*WORK REQUIRED:* Scan the entries below and extract each line with the word "from" in it.
**** SOURCE DATA ****
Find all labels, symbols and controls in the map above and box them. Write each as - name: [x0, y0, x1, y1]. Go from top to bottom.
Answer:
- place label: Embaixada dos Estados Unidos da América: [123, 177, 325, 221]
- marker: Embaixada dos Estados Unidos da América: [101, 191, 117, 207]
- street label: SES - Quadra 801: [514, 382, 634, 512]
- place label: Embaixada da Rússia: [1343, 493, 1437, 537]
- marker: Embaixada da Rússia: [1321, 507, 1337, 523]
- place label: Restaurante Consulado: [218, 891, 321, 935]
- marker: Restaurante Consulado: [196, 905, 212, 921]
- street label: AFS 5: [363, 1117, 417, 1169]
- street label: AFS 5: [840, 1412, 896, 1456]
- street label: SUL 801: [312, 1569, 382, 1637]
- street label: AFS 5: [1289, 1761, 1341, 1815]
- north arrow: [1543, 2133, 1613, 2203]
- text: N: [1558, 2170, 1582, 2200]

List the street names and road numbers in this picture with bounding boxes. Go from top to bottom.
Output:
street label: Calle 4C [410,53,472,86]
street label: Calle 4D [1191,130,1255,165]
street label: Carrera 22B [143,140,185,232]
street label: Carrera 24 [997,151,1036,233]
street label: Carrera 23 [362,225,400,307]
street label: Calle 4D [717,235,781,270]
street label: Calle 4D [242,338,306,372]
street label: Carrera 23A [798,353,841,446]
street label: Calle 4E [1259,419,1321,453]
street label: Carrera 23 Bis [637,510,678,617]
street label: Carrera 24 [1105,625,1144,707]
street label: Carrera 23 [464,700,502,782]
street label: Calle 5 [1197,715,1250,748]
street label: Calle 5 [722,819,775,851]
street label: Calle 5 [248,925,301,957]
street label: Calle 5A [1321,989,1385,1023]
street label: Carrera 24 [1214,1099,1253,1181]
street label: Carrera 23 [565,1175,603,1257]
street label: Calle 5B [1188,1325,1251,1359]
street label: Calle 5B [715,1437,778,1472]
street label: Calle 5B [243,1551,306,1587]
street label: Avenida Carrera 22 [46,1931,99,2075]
****
*SOLUTION FOR THIS EXERCISE:*
Find all labels, symbols and controls in the map above and box them. Write each as - name: [x0, y0, x1, y1]. Go from top to bottom.
List the street names and road numbers in this picture with bounding boxes. Go from top to bottom.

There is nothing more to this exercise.